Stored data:
┄┄┄┄┄┄┄┄┄┄┄┄┄┄┄┄┄┄┄┄

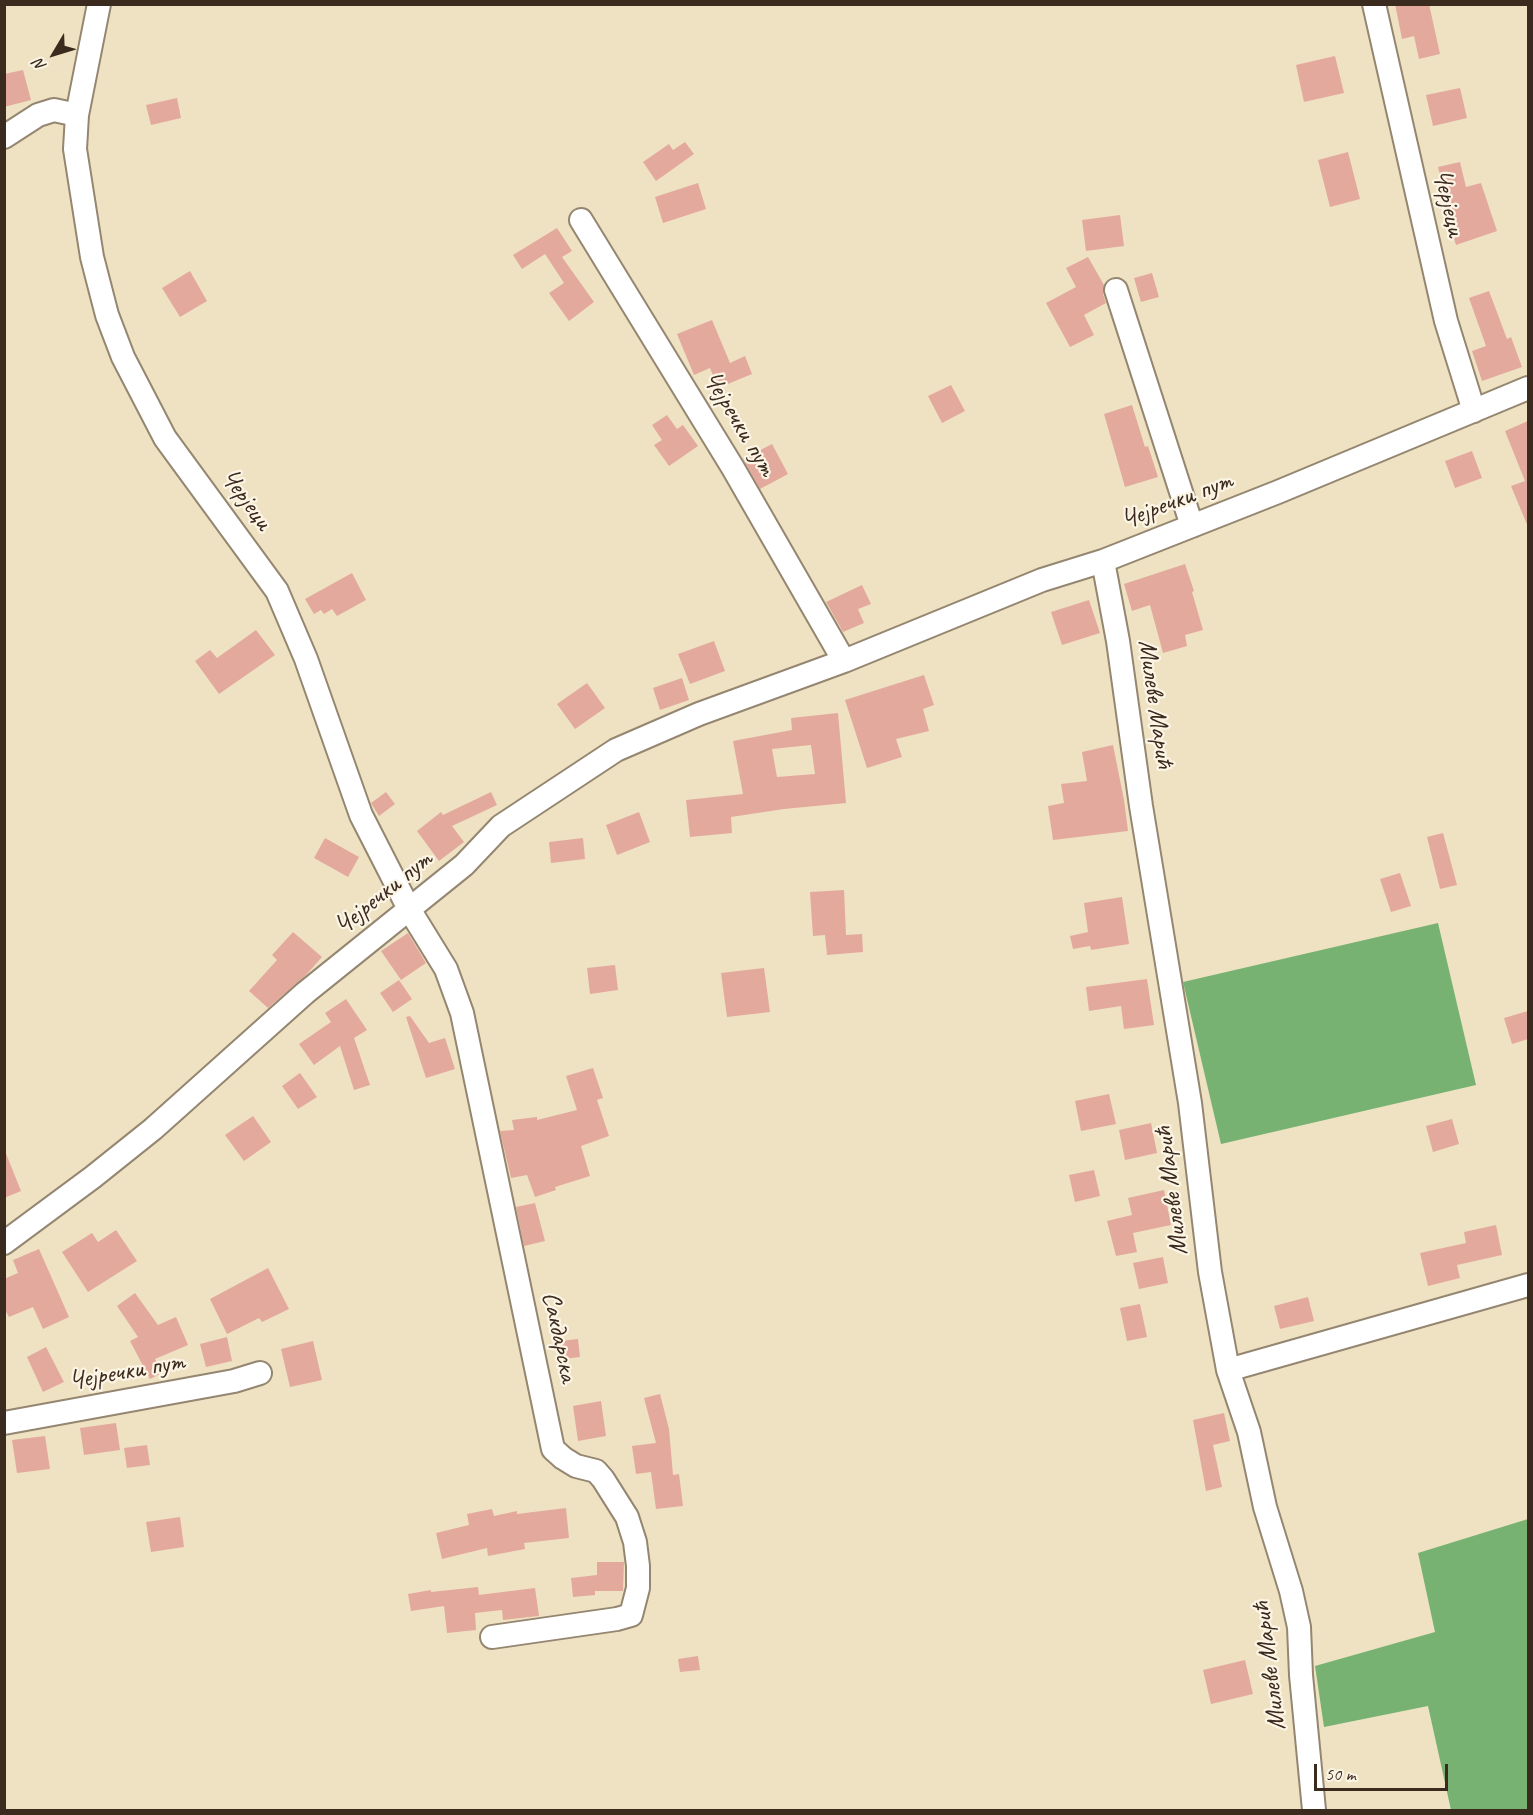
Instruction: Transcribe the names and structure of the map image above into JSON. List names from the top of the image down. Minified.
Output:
{"streets":{"street":["Черјеци","Чејречки пут","Милеве Мaрић","Сакдарска"]},"crossings":[["Черјеци","Чејречки пут"],["Черјеци","Сакдарска"],["Чејречки пут","Милеве Мaрић"],["Чејречки пут","Сакдарска"]],"scale_bar":"50 m","north":"bottom left"}
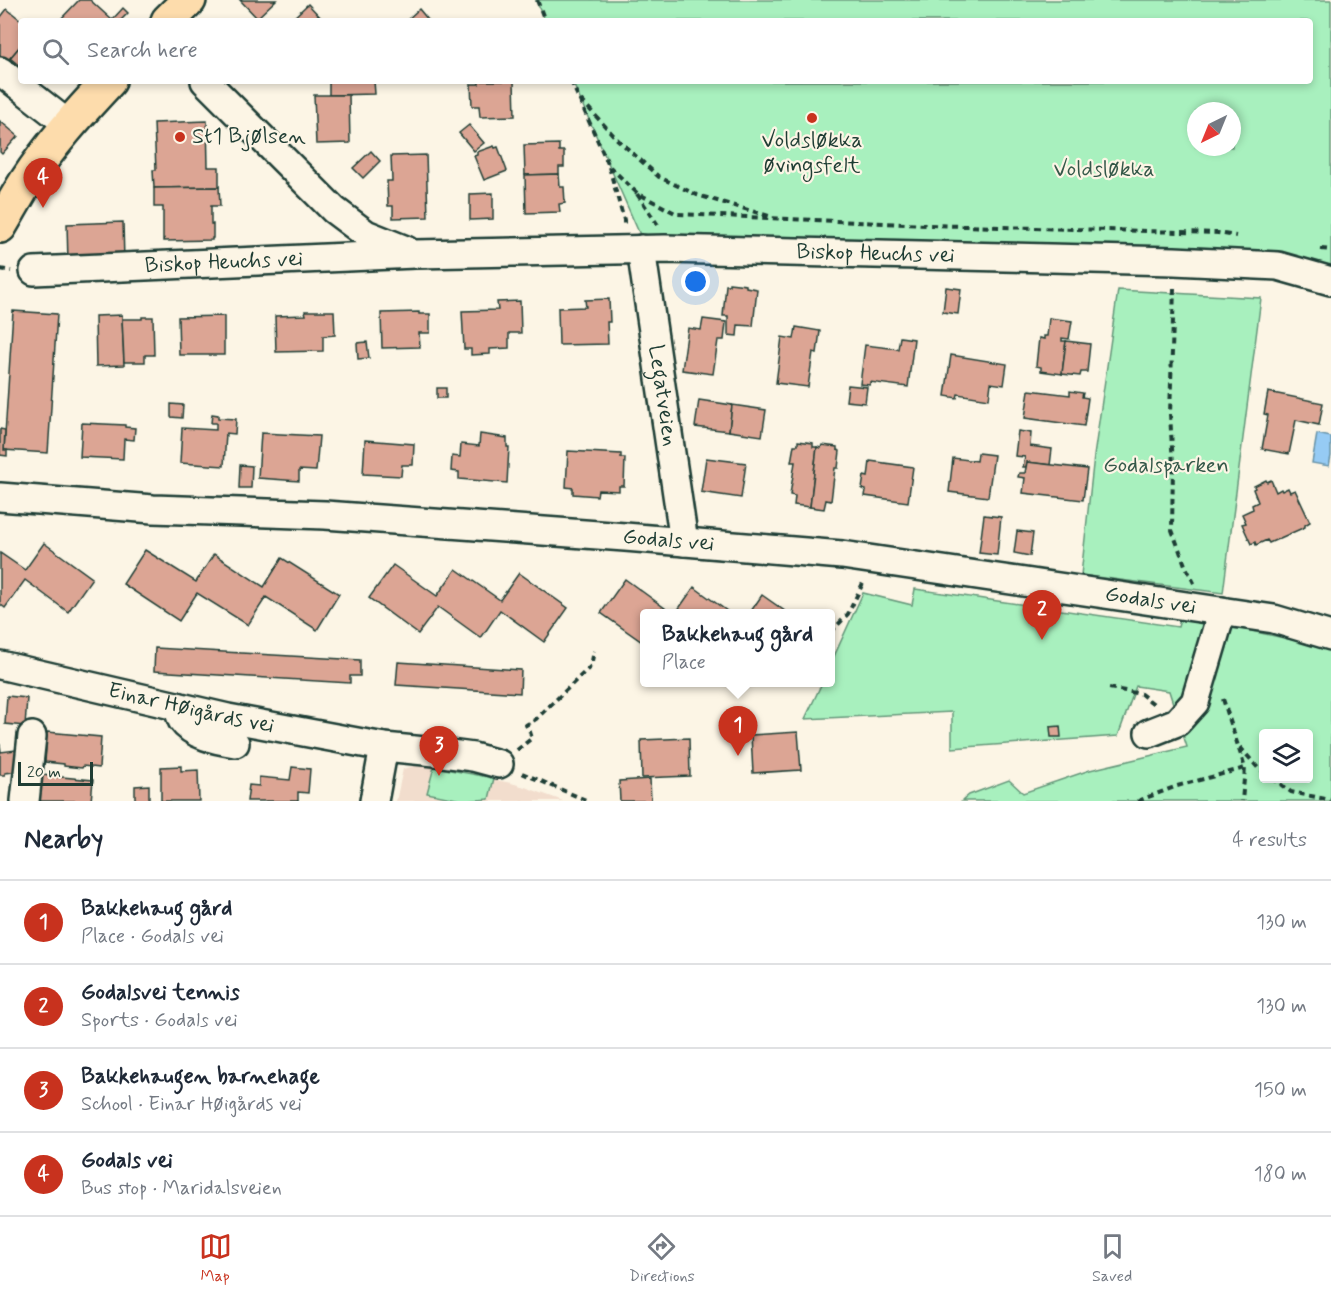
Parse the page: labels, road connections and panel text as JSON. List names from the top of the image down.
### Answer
{
  "streets": {
    "street": [
      "Biskop Heuchs vei",
      "Legatveien",
      "Godals vei",
      "Einar Høigårds vei"
    ]
  },
  "crossings": [
    ["Biskop Heuchs vei", "Legatveien"],
    ["Legatveien", "Godals vei"]
  ],
  "parks": ["Voldsløkka", "Godalsparken"],
  "places": ["Voldsløkka øvingsfelt", "St1 Bjølsen"],
  "scale_bar": "20 m",
  "north": "bottom left",
  "page": {
    "search": "Search here",
    "pins": [
      "4",
      "2",
      "1",
      "3"
    ],
    "popup": ["Bakkehaug gård", "Place"],
    "scale": "20 m",
    "heading": ["Nearby", "4 results"],
    "list": [
      {
        "mark": "1",
        "name": "Bakkehaug gård",
        "note": "Place · Godals vei",
        "value": "130 m"
      },
      {
        "mark": "2",
        "name": "Godalsvei tennis",
        "note": "Sports · Godals vei",
        "value": "130 m"
      },
      {
        "mark": "3",
        "name": "Bakkehaugen barnehage",
        "note": "School · Einar Høigårds vei",
        "value": "150 m"
      },
      {
        "mark": "4",
        "name": "Godals vei",
        "note": "Bus stop · Maridalsveien",
        "value": "180 m"
      }
    ],
    "nav": ["Map", "Directions", "Saved"]
  }
}
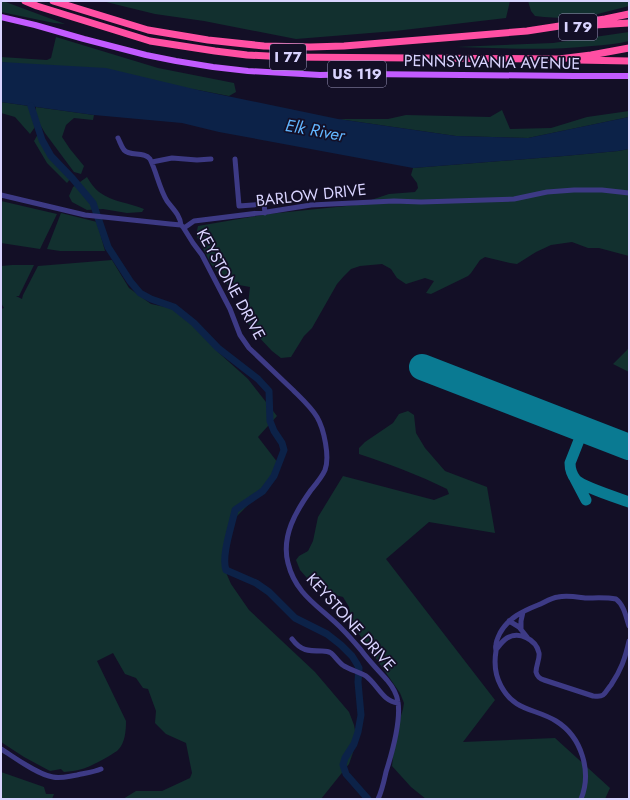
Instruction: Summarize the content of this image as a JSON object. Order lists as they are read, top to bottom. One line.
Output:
{"streets":{"highway":["I 79","I 77"],"main road":["PENNSYLVANIA AVENUE","US 119"],"street":["BARLOW DRIVE","KEYSTONE DRIVE"]},"crossings":[["I 79","I 77"],["BARLOW DRIVE","KEYSTONE DRIVE"]],"water":["Elk River"]}
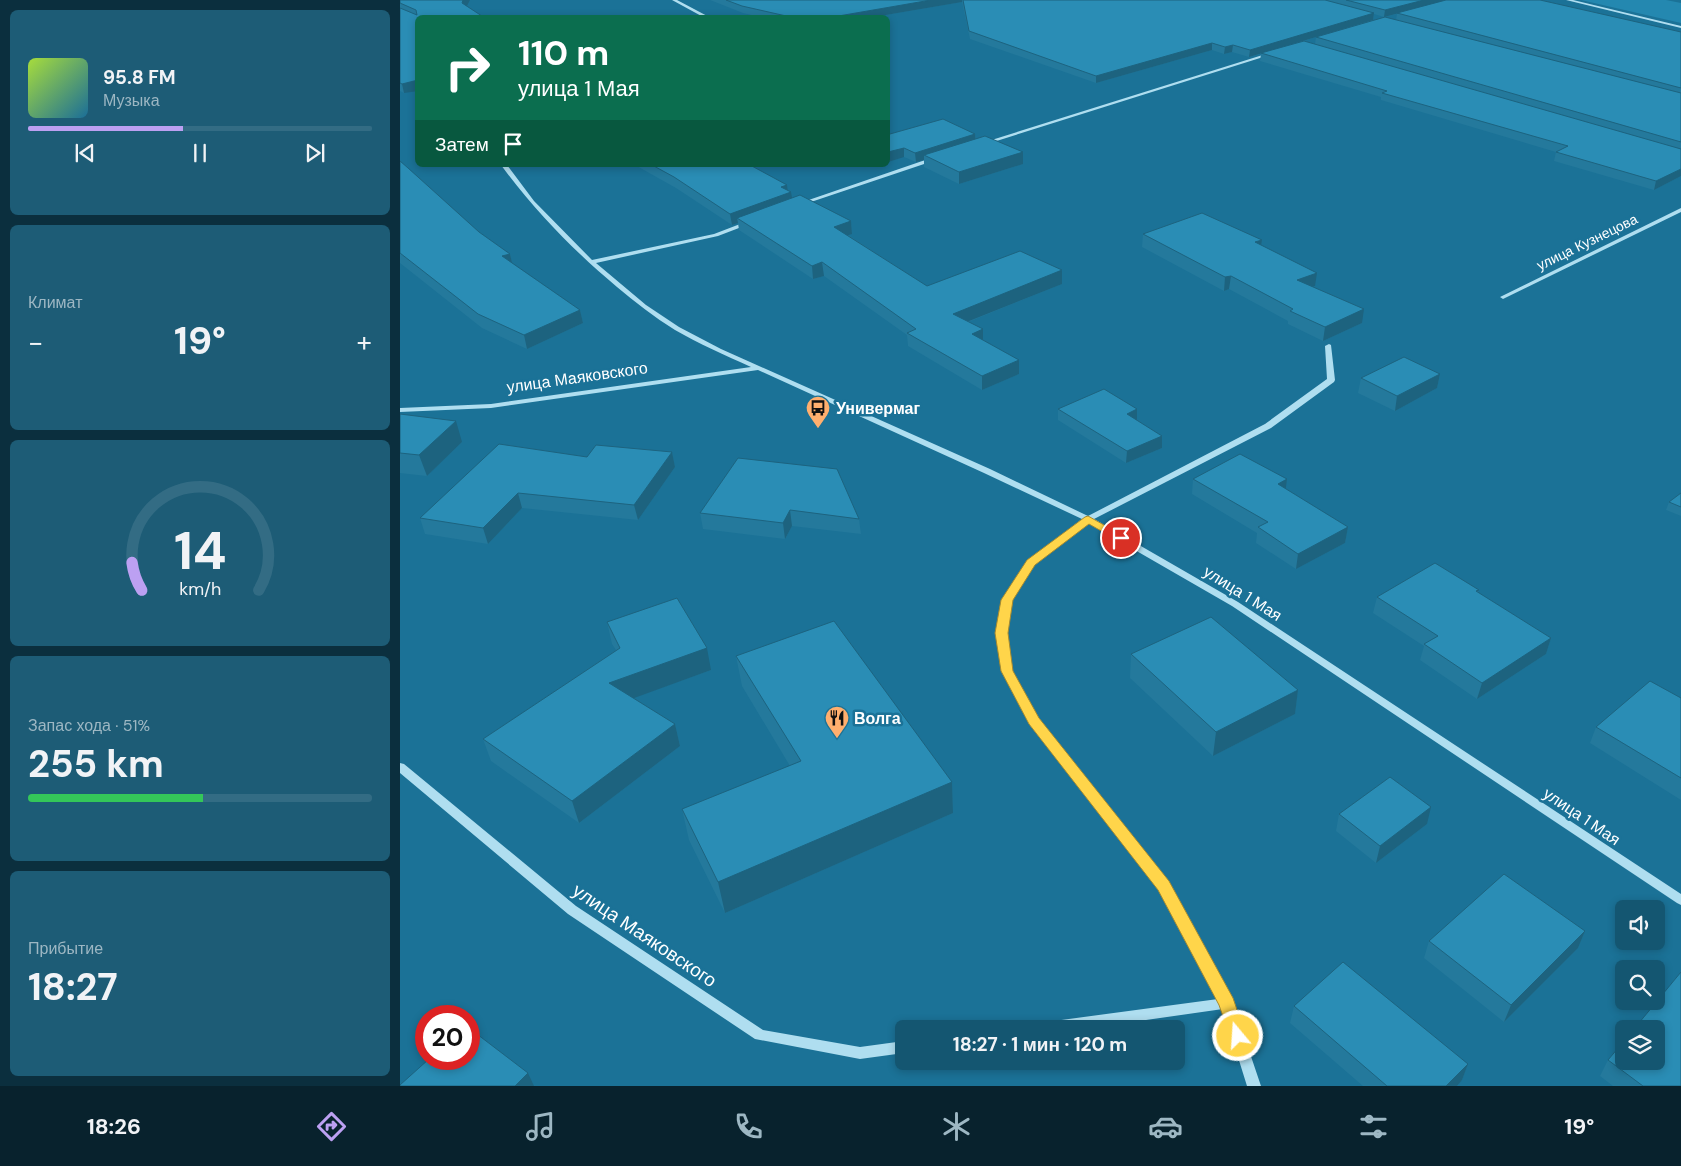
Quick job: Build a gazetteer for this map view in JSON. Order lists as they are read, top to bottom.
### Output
{
  "streets": {
    "street": ["улица Кузнецова", "улица Маяковского", "улица 1 Мая"]
  },
  "crossings": [
    ["улица Маяковского", "улица 1 Мая"]
  ],
  "places": {
    "bus stop": ["Универмаг"],
    "restaurant": ["Волга"]
  },
  "page": {
    "turn": ["110 m", "улица 1 Мая"],
    "song": ["95.8 FM", "Музыка"],
    "then": "Затем",
    "tile": [
      "Климат",
      ["Запас хода · 51%", "255 km"],
      ["Прибытие", "18:27"]
    ],
    "heat": ["−", "19°", "+"],
    "limit": "20",
    "trip": "18:27 · 1 мин · 120 m",
    "tabs": ["18:26", "19°"],
    "gauge": ["14", "km/h"]
  }
}
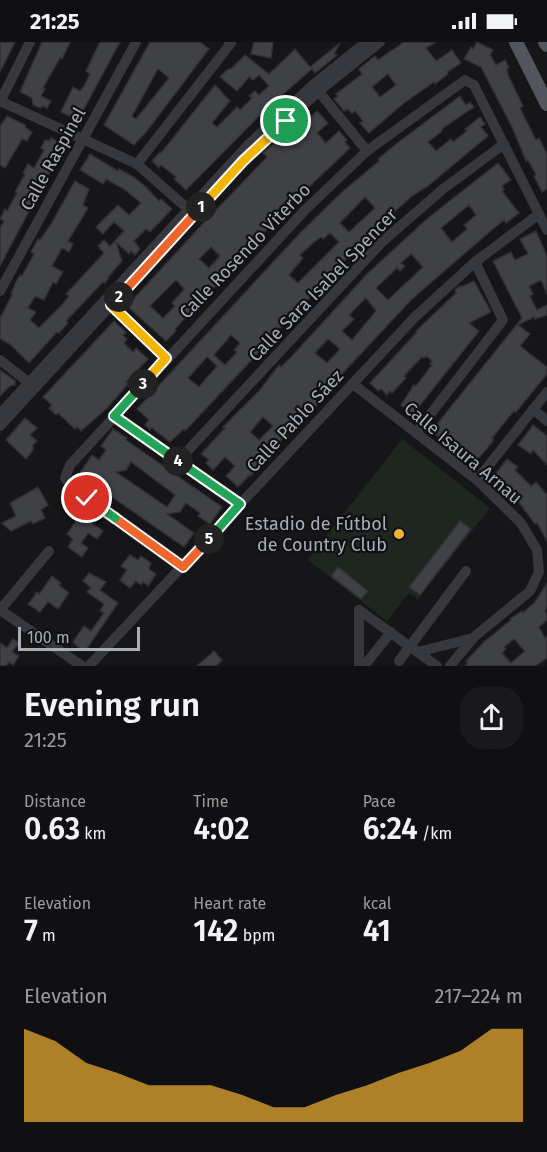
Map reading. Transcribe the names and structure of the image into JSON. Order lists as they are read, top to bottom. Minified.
{"streets":{"street":["Calle Raspinel","Calle Rosendo Viterbo","Calle Sara Isabel Spencer","Calle Pablo Sáez","Calle Isaura Arnau"]},"crossings":[["Calle Rosendo Viterbo","Calle Sara Isabel Spencer"],["Calle Rosendo Viterbo","Calle Pablo Sáez"],["Calle Pablo Sáez","Calle Isaura Arnau"]],"places":["Estadio de Fútbol de Country Club"],"scale_bar":"100 m","page":{"status":"21:25","pins":["1","2","3","4","5"],"scale":"100 m","heading":["Evening run","21:25"],"stats":[["Distance","0.63 km"],["Time","4:02"],["Pace","6:24 /km"],["Elevation","7 m"],["Heart rate","142 bpm"],["kcal","41"]],"chart":["Elevation","217–224 m"]}}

┄┄┄┄┄┄┄┄┄┄┄┄┄┄┄┄┄┄┄┄

— Exercise aim —
Retype the data above as given, letting no picture into the copy.

— Response to this task —
Instruction: Transcribe the names and structure of the map image above into JSON. List names from the top of the image down. Minified.
Output:
{"streets":{"street":["Черјеци","Чејречки пут","Милеве Мaрић","Сакдарска"]},"crossings":[["Черјеци","Чејречки пут"],["Черјеци","Сакдарска"],["Чејречки пут","Милеве Мaрић"],["Чејречки пут","Сакдарска"]],"scale_bar":"50 m","north":"bottom left"}
Parse the page: labels, road connections and panel text as JSON. List names from the top of the image down.
### Answer
{
  "streets": {
    "street": [
      "Biskop Heuchs vei",
      "Legatveien",
      "Godals vei",
      "Einar Høigårds vei"
    ]
  },
  "crossings": [
    ["Biskop Heuchs vei", "Legatveien"],
    ["Legatveien", "Godals vei"]
  ],
  "parks": ["Voldsløkka", "Godalsparken"],
  "places": ["Voldsløkka øvingsfelt", "St1 Bjølsen"],
  "scale_bar": "20 m",
  "north": "bottom left",
  "page": {
    "search": "Search here",
    "pins": [
      "4",
      "2",
      "1",
      "3"
    ],
    "popup": ["Bakkehaug gård", "Place"],
    "scale": "20 m",
    "heading": ["Nearby", "4 results"],
    "list": [
      {
        "mark": "1",
        "name": "Bakkehaug gård",
        "note": "Place · Godals vei",
        "value": "130 m"
      },
      {
        "mark": "2",
        "name": "Godalsvei tennis",
        "note": "Sports · Godals vei",
        "value": "130 m"
      },
      {
        "mark": "3",
        "name": "Bakkehaugen barnehage",
        "note": "School · Einar Høigårds vei",
        "value": "150 m"
      },
      {
        "mark": "4",
        "name": "Godals vei",
        "note": "Bus stop · Maridalsveien",
        "value": "180 m"
      }
    ],
    "nav": ["Map", "Directions", "Saved"]
  }
}
Instruction: Summarize the content of this image as a JSON object. Order lists as they are read, top to bottom. One line.
Output:
{"streets":{"highway":["I 79","I 77"],"main road":["PENNSYLVANIA AVENUE","US 119"],"street":["BARLOW DRIVE","KEYSTONE DRIVE"]},"crossings":[["I 79","I 77"],["BARLOW DRIVE","KEYSTONE DRIVE"]],"water":["Elk River"]}
Quick job: Build a gazetteer for this map view in JSON. Order lists as they are read, top to bottom.
### Output
{
  "streets": {
    "street": ["улица Кузнецова", "улица Маяковского", "улица 1 Мая"]
  },
  "crossings": [
    ["улица Маяковского", "улица 1 Мая"]
  ],
  "places": {
    "bus stop": ["Универмаг"],
    "restaurant": ["Волга"]
  },
  "page": {
    "turn": ["110 m", "улица 1 Мая"],
    "song": ["95.8 FM", "Музыка"],
    "then": "Затем",
    "tile": [
      "Климат",
      ["Запас хода · 51%", "255 km"],
      ["Прибытие", "18:27"]
    ],
    "heat": ["−", "19°", "+"],
    "limit": "20",
    "trip": "18:27 · 1 мин · 120 m",
    "tabs": ["18:26", "19°"],
    "gauge": ["14", "km/h"]
  }
}
Map reading. Transcribe the names and structure of the image into JSON. Order lists as they are read, top to bottom. Minified.
{"streets":{"street":["Calle Raspinel","Calle Rosendo Viterbo","Calle Sara Isabel Spencer","Calle Pablo Sáez","Calle Isaura Arnau"]},"crossings":[["Calle Rosendo Viterbo","Calle Sara Isabel Spencer"],["Calle Rosendo Viterbo","Calle Pablo Sáez"],["Calle Pablo Sáez","Calle Isaura Arnau"]],"places":["Estadio de Fútbol de Country Club"],"scale_bar":"100 m","page":{"status":"21:25","pins":["1","2","3","4","5"],"scale":"100 m","heading":["Evening run","21:25"],"stats":[["Distance","0.63 km"],["Time","4:02"],["Pace","6:24 /km"],["Elevation","7 m"],["Heart rate","142 bpm"],["kcal","41"]],"chart":["Elevation","217–224 m"]}}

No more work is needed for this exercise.